(Collected data)
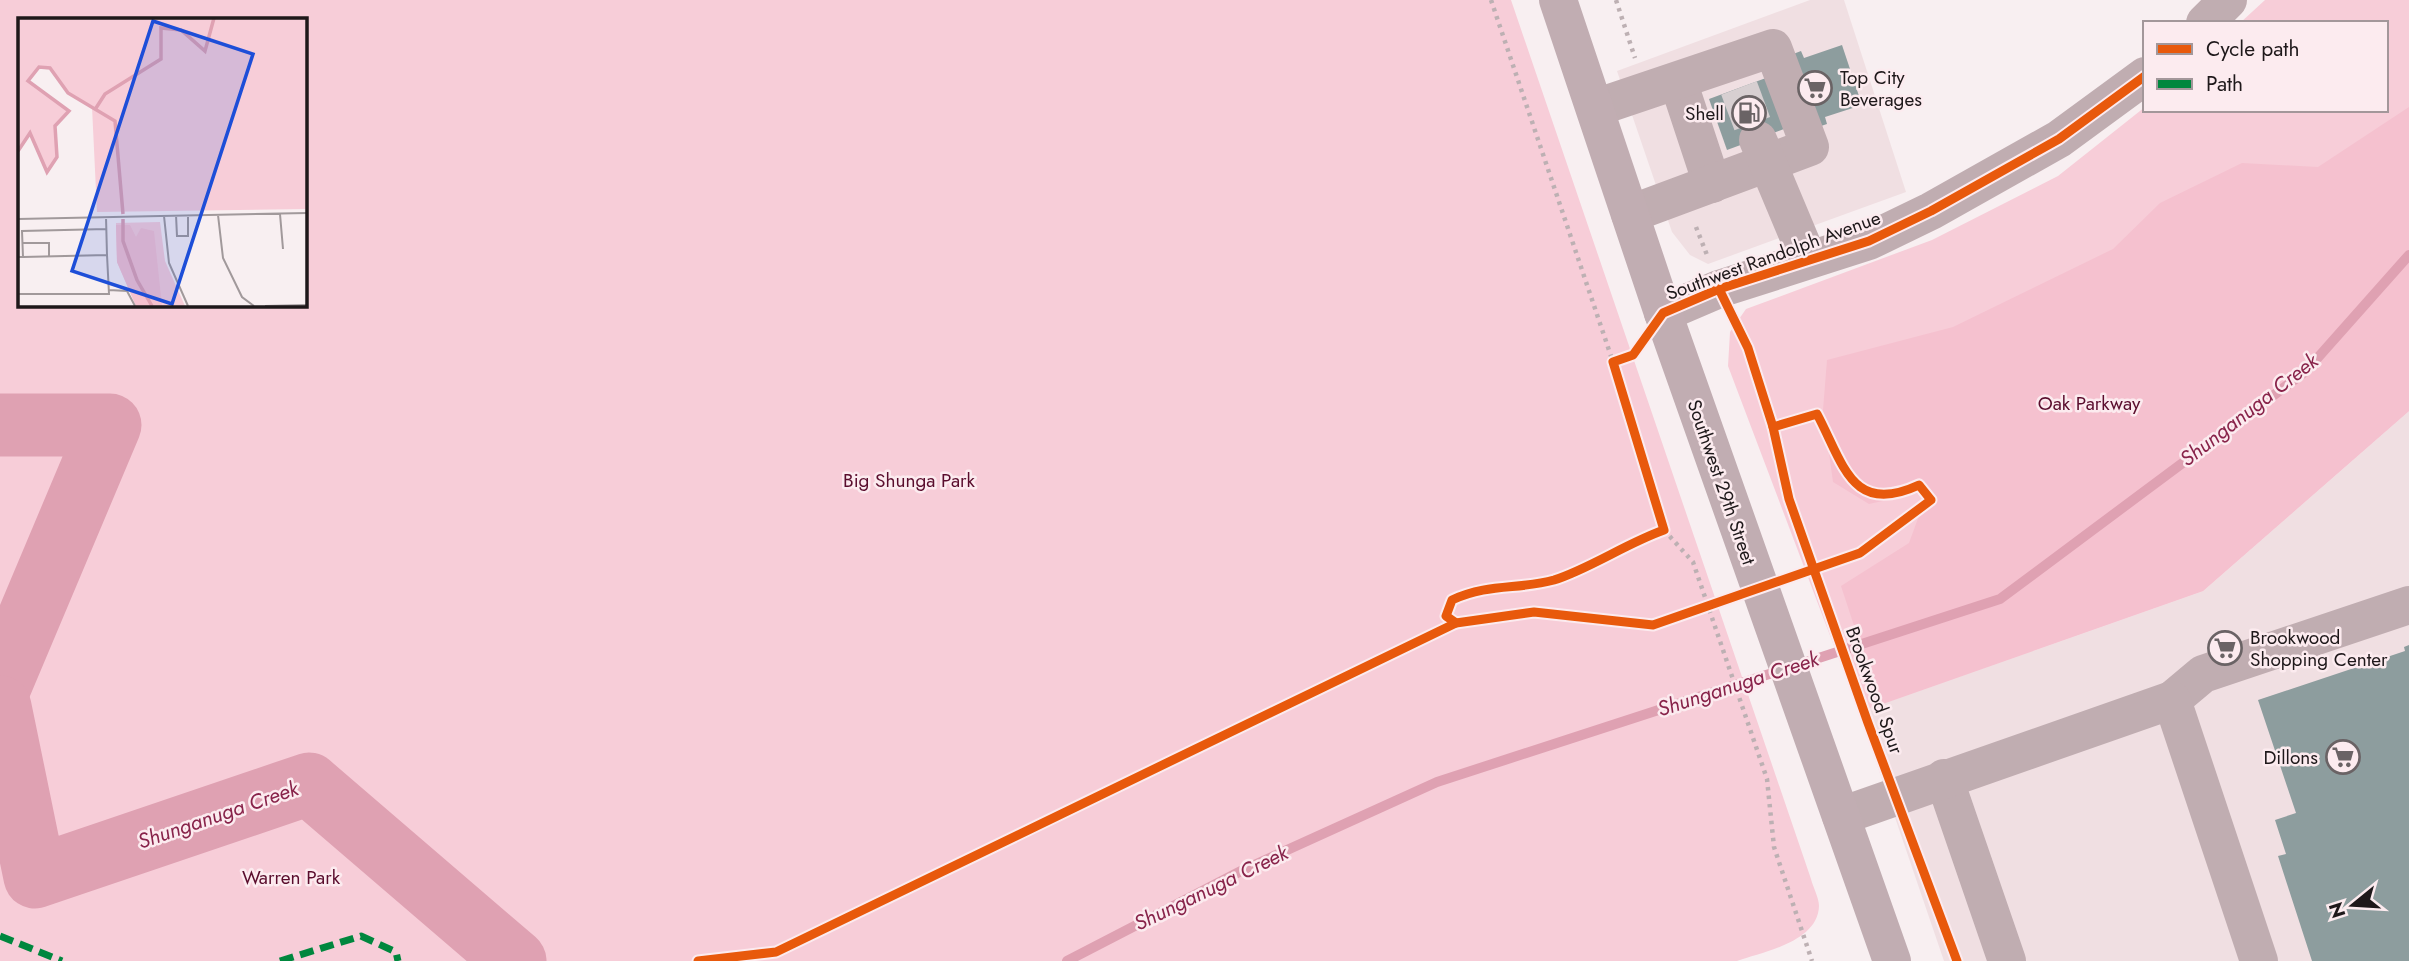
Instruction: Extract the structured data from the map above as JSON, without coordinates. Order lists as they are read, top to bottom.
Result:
{
  "streets": {
    "main road": ["Southwest 29th Street"],
    "street": ["Southwest Randolph Avenue"],
    "cycle path": ["Brookwood Spur"]
  },
  "crossings": [
    ["Southwest Randolph Avenue", "Southwest 29th Street"]
  ],
  "water": ["Shunganuga Creek"],
  "parks": ["Oak Parkway", "Big Shunga Park", "Warren Park"],
  "places": {
    "supermarket": ["Top City Beverages", "Brookwood Shopping Center", "Dillons"],
    "fuel station": ["Shell"]
  },
  "legend": ["Cycle path", "Path"],
  "north": "left"
}
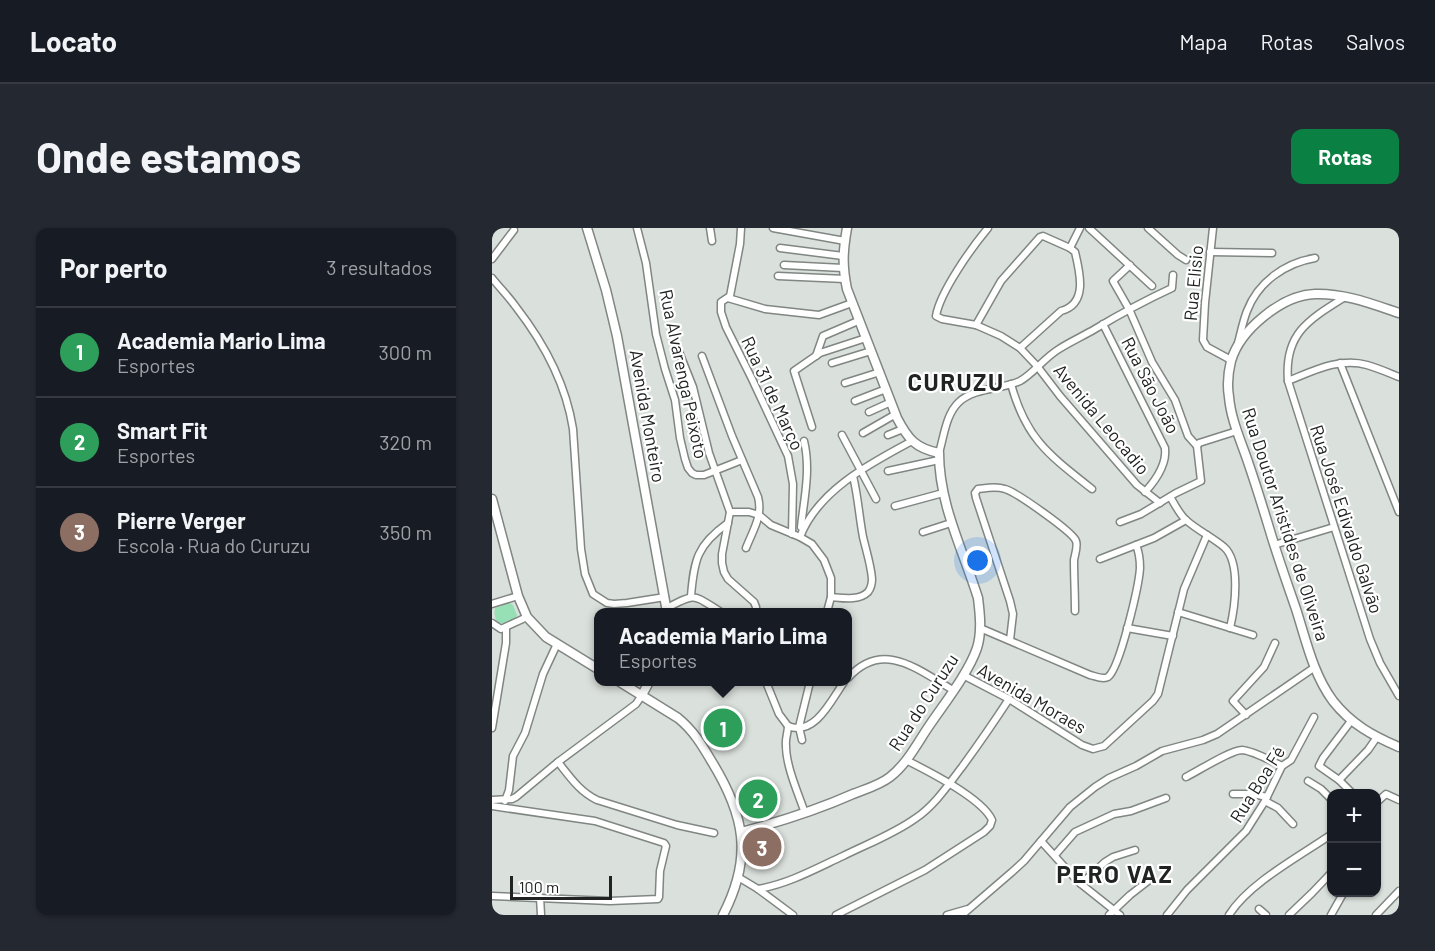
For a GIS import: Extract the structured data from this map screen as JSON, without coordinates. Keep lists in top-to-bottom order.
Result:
{
  "streets": {
    "street": [
      "Rua Elisio",
      "Rua Alvarenga Peixoto",
      "Rua São João",
      "Rua 31 de Março",
      "Avenida Monteiro",
      "Avenida Leocadio",
      "Rua José Edivaldo Galvão",
      "Rua Doutor Aristídes de Oliveira",
      "Avenida Moraes",
      "Rua do Curuzu",
      "Rua Boa Fé"
    ]
  },
  "crossings": [
    ["Rua Elisio", "Rua Doutor Aristídes de Oliveira"],
    ["Rua São João", "Avenida Leocadio"],
    ["Rua José Edivaldo Galvão", "Rua Doutor Aristídes de Oliveira"],
    ["Avenida Moraes", "Rua do Curuzu"]
  ],
  "districts": ["CURUZU", "PERO VAZ"],
  "scale_bar": "100 m",
  "page": {
    "header": "Locato",
    "nav": ["Mapa", "Rotas", "Salvos"],
    "buttons": "Rotas",
    "title": "Onde estamos",
    "heading": ["Por perto", "3 resultados"],
    "list": [
      {
        "mark": "1",
        "name": "Academia Mario Lima",
        "note": "Esportes",
        "value": "300 m"
      },
      {
        "mark": "2",
        "name": "Smart Fit",
        "note": "Esportes",
        "value": "320 m"
      },
      {
        "mark": "3",
        "name": "Pierre Verger",
        "note": "Escola · Rua do Curuzu",
        "value": "350 m"
      }
    ],
    "popup": ["Academia Mario Lima", "Esportes"],
    "pins": ["1", "2", "3"],
    "map_buttons": ["+", "−"],
    "scale": "100 m"
  }
}
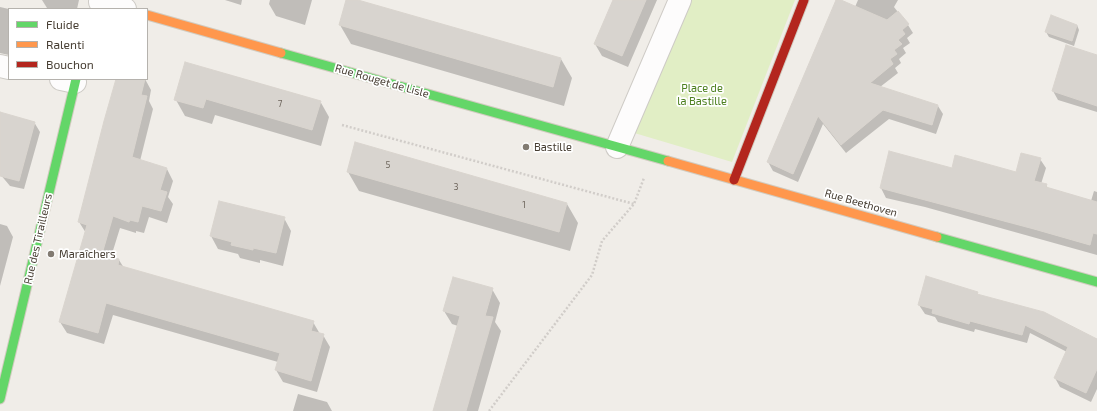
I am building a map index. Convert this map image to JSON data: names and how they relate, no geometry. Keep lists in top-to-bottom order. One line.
{"streets":{"street":["Rue Rouget de Lisle","Rue Beethoven","Rue des Tirailleurs"]},"crossings":[["Rue Rouget de Lisle","Rue Beethoven"]],"parks":["Place de la Bastille"],"places":["Bastille","Maraîchers"],"house_numbers":["7","5","3","1"],"legend":["Fluide","Ralenti","Bouchon"]}
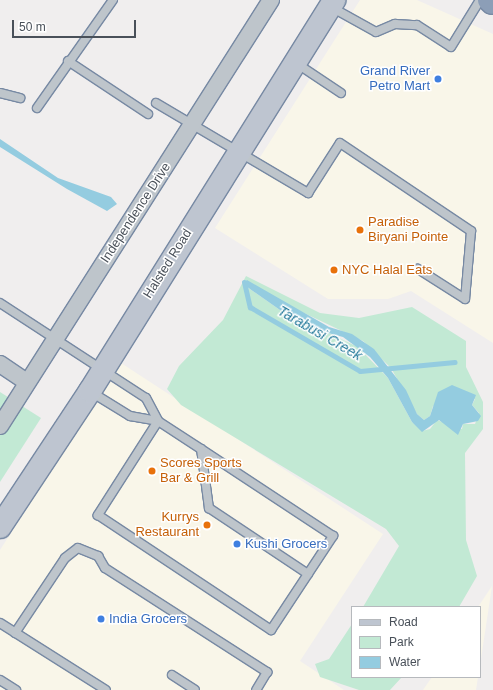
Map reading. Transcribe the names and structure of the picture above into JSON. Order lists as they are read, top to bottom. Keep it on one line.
{"streets":{"street":["Independence Drive","Halsted Road"]},"water":["Tarabusi Creek"],"places":["Grand River Petro Mart","Paradise Biryani Pointe","NYC Halal Eats","Scores Sports Bar & Grill","Kurrys Restaurant","Kushi Grocers","India Grocers"],"legend":["Road","Park","Water"],"scale_bar":"50 m"}
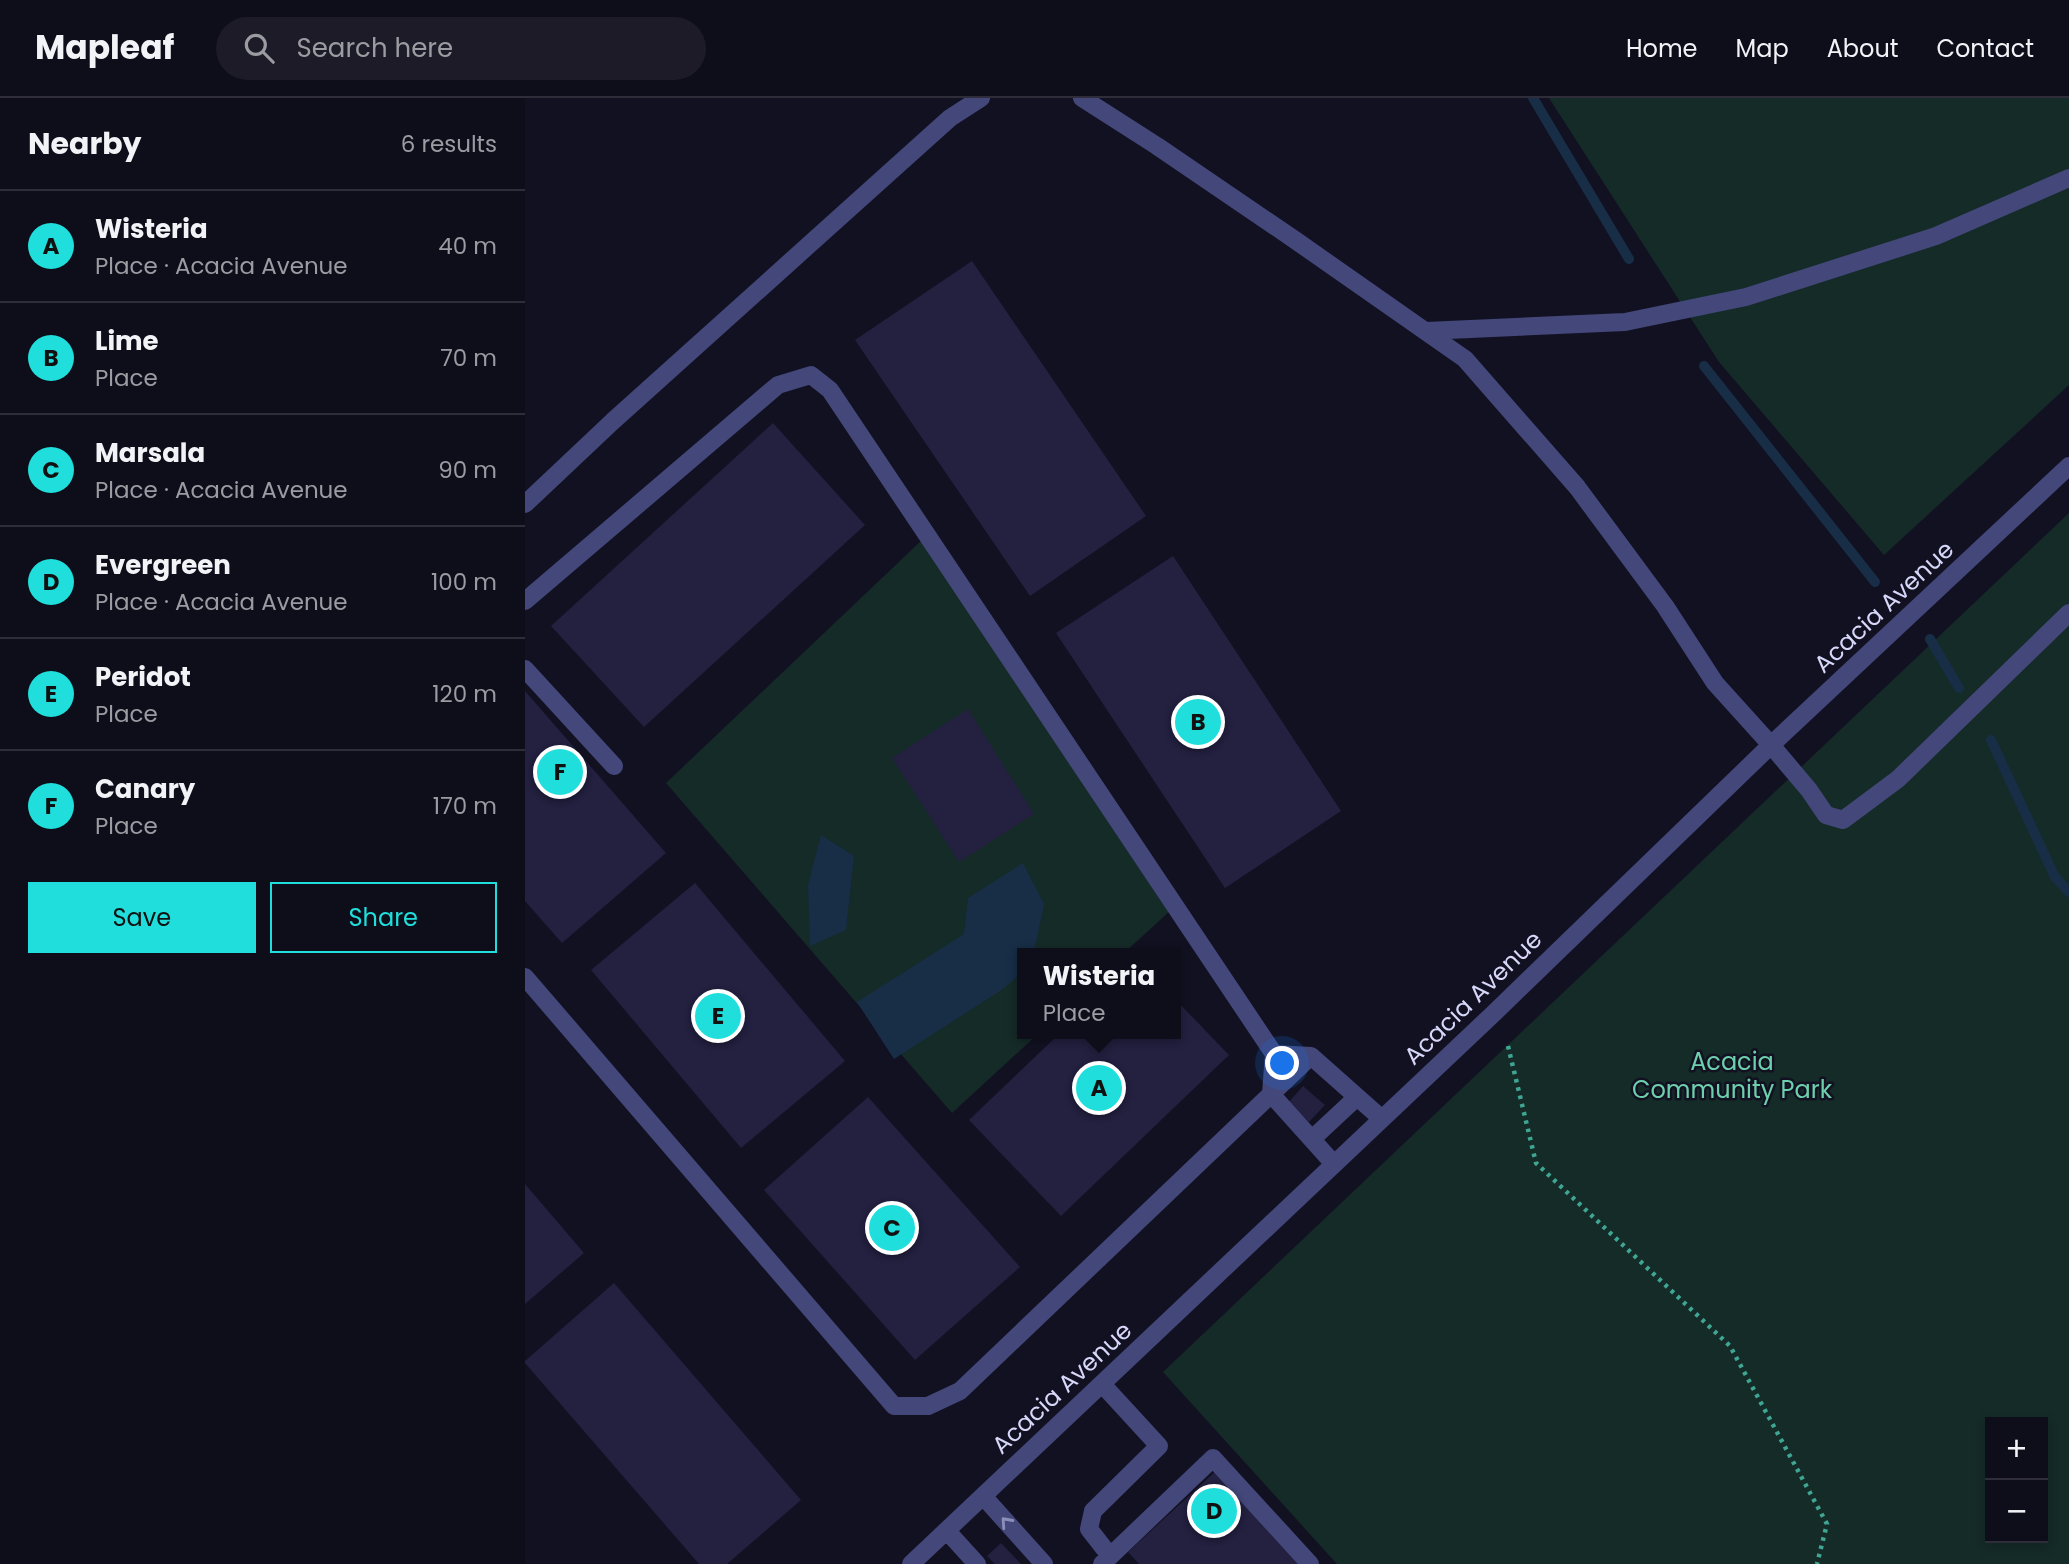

Exercise description
Looking at the entries, work out how many lines hold the word "from". Give the number and nothing else.

Output for this task
2